═════ Data under study
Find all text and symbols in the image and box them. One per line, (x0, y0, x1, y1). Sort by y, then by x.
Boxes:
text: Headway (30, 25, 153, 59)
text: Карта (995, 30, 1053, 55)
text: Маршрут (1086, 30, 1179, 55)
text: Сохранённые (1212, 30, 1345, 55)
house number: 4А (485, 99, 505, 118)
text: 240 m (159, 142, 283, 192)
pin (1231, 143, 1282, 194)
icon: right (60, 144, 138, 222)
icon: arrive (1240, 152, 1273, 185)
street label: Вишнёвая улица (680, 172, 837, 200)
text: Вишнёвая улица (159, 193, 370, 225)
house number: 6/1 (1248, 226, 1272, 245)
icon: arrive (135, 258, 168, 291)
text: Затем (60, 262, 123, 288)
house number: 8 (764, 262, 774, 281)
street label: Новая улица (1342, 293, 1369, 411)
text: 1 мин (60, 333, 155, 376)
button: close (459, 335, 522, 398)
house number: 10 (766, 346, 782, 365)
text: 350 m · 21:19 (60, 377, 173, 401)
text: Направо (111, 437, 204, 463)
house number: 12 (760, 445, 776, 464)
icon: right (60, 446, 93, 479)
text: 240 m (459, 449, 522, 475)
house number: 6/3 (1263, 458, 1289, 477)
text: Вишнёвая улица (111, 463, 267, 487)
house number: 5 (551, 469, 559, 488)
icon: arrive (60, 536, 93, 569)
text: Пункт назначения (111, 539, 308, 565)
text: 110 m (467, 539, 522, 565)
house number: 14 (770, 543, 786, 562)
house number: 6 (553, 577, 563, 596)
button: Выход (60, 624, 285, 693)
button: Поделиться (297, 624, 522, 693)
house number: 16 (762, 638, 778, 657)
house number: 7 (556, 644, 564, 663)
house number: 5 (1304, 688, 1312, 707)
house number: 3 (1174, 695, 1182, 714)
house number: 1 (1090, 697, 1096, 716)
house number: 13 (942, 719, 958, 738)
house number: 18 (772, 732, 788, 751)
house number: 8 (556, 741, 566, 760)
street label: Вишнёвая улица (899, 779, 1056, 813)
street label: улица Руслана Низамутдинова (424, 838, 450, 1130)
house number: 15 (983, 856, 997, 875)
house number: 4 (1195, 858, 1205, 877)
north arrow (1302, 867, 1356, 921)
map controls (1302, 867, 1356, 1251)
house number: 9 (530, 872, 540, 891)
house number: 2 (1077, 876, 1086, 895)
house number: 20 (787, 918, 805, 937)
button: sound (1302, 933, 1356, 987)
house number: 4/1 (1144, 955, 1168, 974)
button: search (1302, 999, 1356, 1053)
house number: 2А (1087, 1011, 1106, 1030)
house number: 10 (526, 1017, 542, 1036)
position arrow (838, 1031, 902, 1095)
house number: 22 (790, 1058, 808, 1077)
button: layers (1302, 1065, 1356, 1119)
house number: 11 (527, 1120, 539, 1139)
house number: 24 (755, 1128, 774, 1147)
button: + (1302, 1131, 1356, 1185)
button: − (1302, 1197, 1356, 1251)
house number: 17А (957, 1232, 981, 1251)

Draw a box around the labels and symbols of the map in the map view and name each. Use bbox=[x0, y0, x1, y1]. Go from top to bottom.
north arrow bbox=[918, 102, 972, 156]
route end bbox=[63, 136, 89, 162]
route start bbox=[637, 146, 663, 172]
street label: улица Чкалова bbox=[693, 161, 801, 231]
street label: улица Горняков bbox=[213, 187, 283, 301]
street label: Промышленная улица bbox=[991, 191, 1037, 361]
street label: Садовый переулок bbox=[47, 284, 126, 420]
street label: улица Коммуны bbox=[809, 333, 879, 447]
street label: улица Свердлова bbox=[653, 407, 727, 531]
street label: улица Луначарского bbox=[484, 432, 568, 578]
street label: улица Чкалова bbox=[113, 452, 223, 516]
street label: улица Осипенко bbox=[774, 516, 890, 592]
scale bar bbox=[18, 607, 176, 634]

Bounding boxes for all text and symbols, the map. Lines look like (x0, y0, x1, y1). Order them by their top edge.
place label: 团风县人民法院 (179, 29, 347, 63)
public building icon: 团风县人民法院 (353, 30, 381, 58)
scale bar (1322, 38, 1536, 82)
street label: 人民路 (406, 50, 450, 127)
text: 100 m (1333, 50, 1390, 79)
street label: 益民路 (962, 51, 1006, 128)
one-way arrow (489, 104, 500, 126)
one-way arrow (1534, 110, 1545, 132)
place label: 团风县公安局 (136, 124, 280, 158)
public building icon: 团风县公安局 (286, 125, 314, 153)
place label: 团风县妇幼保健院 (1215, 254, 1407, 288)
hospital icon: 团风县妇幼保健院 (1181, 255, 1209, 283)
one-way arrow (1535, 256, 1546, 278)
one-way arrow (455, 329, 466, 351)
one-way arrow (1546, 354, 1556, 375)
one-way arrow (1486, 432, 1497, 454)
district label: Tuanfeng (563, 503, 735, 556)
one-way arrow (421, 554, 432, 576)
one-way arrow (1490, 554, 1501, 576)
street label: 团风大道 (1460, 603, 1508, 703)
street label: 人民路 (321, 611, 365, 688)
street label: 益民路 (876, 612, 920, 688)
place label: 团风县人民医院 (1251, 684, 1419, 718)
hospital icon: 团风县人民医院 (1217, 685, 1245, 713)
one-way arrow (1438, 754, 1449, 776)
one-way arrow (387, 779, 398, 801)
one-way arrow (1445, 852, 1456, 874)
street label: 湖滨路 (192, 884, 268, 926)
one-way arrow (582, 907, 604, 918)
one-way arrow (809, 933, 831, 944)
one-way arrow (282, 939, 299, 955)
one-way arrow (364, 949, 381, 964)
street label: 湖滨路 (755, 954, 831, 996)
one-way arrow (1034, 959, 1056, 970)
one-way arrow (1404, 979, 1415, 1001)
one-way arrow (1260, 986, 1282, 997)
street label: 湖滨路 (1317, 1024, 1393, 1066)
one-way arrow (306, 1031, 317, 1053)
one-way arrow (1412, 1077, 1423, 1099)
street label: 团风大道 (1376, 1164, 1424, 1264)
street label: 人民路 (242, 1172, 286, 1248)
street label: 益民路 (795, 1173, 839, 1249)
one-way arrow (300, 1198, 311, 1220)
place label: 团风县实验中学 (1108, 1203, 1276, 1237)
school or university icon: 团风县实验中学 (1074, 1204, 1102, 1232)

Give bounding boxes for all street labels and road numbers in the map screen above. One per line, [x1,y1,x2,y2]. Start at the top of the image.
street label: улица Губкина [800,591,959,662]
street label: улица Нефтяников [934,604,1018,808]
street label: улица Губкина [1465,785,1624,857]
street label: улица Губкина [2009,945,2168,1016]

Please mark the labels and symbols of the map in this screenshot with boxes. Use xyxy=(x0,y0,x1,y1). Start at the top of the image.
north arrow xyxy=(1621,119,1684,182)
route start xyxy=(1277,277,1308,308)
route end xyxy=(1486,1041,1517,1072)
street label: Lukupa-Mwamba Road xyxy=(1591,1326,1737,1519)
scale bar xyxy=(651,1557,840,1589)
══════════
_Work required_
Each line in the records above must be returned exactly as it stands.

_Task result_
Find all text and symbols in the image and box them. One per line, (x0, y0, x1, y1). Sort by y, then by x.
Boxes:
text: Headway (30, 25, 153, 59)
text: Карта (995, 30, 1053, 55)
text: Маршрут (1086, 30, 1179, 55)
text: Сохранённые (1212, 30, 1345, 55)
house number: 4А (485, 99, 505, 118)
text: 240 m (159, 142, 283, 192)
pin (1231, 143, 1282, 194)
icon: right (60, 144, 138, 222)
icon: arrive (1240, 152, 1273, 185)
street label: Вишнёвая улица (680, 172, 837, 200)
text: Вишнёвая улица (159, 193, 370, 225)
house number: 6/1 (1248, 226, 1272, 245)
icon: arrive (135, 258, 168, 291)
text: Затем (60, 262, 123, 288)
house number: 8 (764, 262, 774, 281)
street label: Новая улица (1342, 293, 1369, 411)
text: 1 мин (60, 333, 155, 376)
button: close (459, 335, 522, 398)
house number: 10 (766, 346, 782, 365)
text: 350 m · 21:19 (60, 377, 173, 401)
text: Направо (111, 437, 204, 463)
house number: 12 (760, 445, 776, 464)
icon: right (60, 446, 93, 479)
text: 240 m (459, 449, 522, 475)
house number: 6/3 (1263, 458, 1289, 477)
text: Вишнёвая улица (111, 463, 267, 487)
house number: 5 (551, 469, 559, 488)
icon: arrive (60, 536, 93, 569)
text: Пункт назначения (111, 539, 308, 565)
text: 110 m (467, 539, 522, 565)
house number: 14 (770, 543, 786, 562)
house number: 6 (553, 577, 563, 596)
button: Выход (60, 624, 285, 693)
button: Поделиться (297, 624, 522, 693)
house number: 16 (762, 638, 778, 657)
house number: 7 (556, 644, 564, 663)
house number: 5 (1304, 688, 1312, 707)
house number: 3 (1174, 695, 1182, 714)
house number: 1 (1090, 697, 1096, 716)
house number: 13 (942, 719, 958, 738)
house number: 18 (772, 732, 788, 751)
house number: 8 (556, 741, 566, 760)
street label: Вишнёвая улица (899, 779, 1056, 813)
street label: улица Руслана Низамутдинова (424, 838, 450, 1130)
house number: 15 (983, 856, 997, 875)
house number: 4 (1195, 858, 1205, 877)
north arrow (1302, 867, 1356, 921)
map controls (1302, 867, 1356, 1251)
house number: 9 (530, 872, 540, 891)
house number: 2 (1077, 876, 1086, 895)
house number: 20 (787, 918, 805, 937)
button: sound (1302, 933, 1356, 987)
house number: 4/1 (1144, 955, 1168, 974)
button: search (1302, 999, 1356, 1053)
house number: 2А (1087, 1011, 1106, 1030)
house number: 10 (526, 1017, 542, 1036)
position arrow (838, 1031, 902, 1095)
house number: 22 (790, 1058, 808, 1077)
button: layers (1302, 1065, 1356, 1119)
house number: 11 (527, 1120, 539, 1139)
house number: 24 (755, 1128, 774, 1147)
button: + (1302, 1131, 1356, 1185)
button: − (1302, 1197, 1356, 1251)
house number: 17А (957, 1232, 981, 1251)

Draw a box around the labels and symbols of the map in the map view and name each. Use bbox=[x0, y0, x1, y1]. Go from top to bottom.
north arrow bbox=[918, 102, 972, 156]
route end bbox=[63, 136, 89, 162]
route start bbox=[637, 146, 663, 172]
street label: улица Чкалова bbox=[693, 161, 801, 231]
street label: улица Горняков bbox=[213, 187, 283, 301]
street label: Промышленная улица bbox=[991, 191, 1037, 361]
street label: Садовый переулок bbox=[47, 284, 126, 420]
street label: улица Коммуны bbox=[809, 333, 879, 447]
street label: улица Свердлова bbox=[653, 407, 727, 531]
street label: улица Луначарского bbox=[484, 432, 568, 578]
street label: улица Чкалова bbox=[113, 452, 223, 516]
street label: улица Осипенко bbox=[774, 516, 890, 592]
scale bar bbox=[18, 607, 176, 634]

Bounding boxes for all text and symbols, the map. Lines look like (x0, y0, x1, y1). Order them by their top edge.
place label: 团风县人民法院 (179, 29, 347, 63)
public building icon: 团风县人民法院 (353, 30, 381, 58)
scale bar (1322, 38, 1536, 82)
street label: 人民路 (406, 50, 450, 127)
text: 100 m (1333, 50, 1390, 79)
street label: 益民路 (962, 51, 1006, 128)
one-way arrow (489, 104, 500, 126)
one-way arrow (1534, 110, 1545, 132)
place label: 团风县公安局 (136, 124, 280, 158)
public building icon: 团风县公安局 (286, 125, 314, 153)
place label: 团风县妇幼保健院 (1215, 254, 1407, 288)
hospital icon: 团风县妇幼保健院 (1181, 255, 1209, 283)
one-way arrow (1535, 256, 1546, 278)
one-way arrow (455, 329, 466, 351)
one-way arrow (1546, 354, 1556, 375)
one-way arrow (1486, 432, 1497, 454)
district label: Tuanfeng (563, 503, 735, 556)
one-way arrow (421, 554, 432, 576)
one-way arrow (1490, 554, 1501, 576)
street label: 团风大道 (1460, 603, 1508, 703)
street label: 人民路 (321, 611, 365, 688)
street label: 益民路 (876, 612, 920, 688)
place label: 团风县人民医院 (1251, 684, 1419, 718)
hospital icon: 团风县人民医院 (1217, 685, 1245, 713)
one-way arrow (1438, 754, 1449, 776)
one-way arrow (387, 779, 398, 801)
one-way arrow (1445, 852, 1456, 874)
street label: 湖滨路 (192, 884, 268, 926)
one-way arrow (582, 907, 604, 918)
one-way arrow (809, 933, 831, 944)
one-way arrow (282, 939, 299, 955)
one-way arrow (364, 949, 381, 964)
street label: 湖滨路 (755, 954, 831, 996)
one-way arrow (1034, 959, 1056, 970)
one-way arrow (1404, 979, 1415, 1001)
one-way arrow (1260, 986, 1282, 997)
street label: 湖滨路 (1317, 1024, 1393, 1066)
one-way arrow (306, 1031, 317, 1053)
one-way arrow (1412, 1077, 1423, 1099)
street label: 团风大道 (1376, 1164, 1424, 1264)
street label: 人民路 (242, 1172, 286, 1248)
street label: 益民路 (795, 1173, 839, 1249)
one-way arrow (300, 1198, 311, 1220)
place label: 团风县实验中学 (1108, 1203, 1276, 1237)
school or university icon: 团风县实验中学 (1074, 1204, 1102, 1232)

Give bounding boxes for all street labels and road numbers in the map screen above. One per line, [x1,y1,x2,y2]. Start at the top of the image.
street label: улица Губкина [800,591,959,662]
street label: улица Нефтяников [934,604,1018,808]
street label: улица Губкина [1465,785,1624,857]
street label: улица Губкина [2009,945,2168,1016]

Please mark the labels and symbols of the map in this screenshot with boxes. Use xyxy=(x0,y0,x1,y1). Start at the top of the image.
north arrow xyxy=(1621,119,1684,182)
route start xyxy=(1277,277,1308,308)
route end xyxy=(1486,1041,1517,1072)
street label: Lukupa-Mwamba Road xyxy=(1591,1326,1737,1519)
scale bar xyxy=(651,1557,840,1589)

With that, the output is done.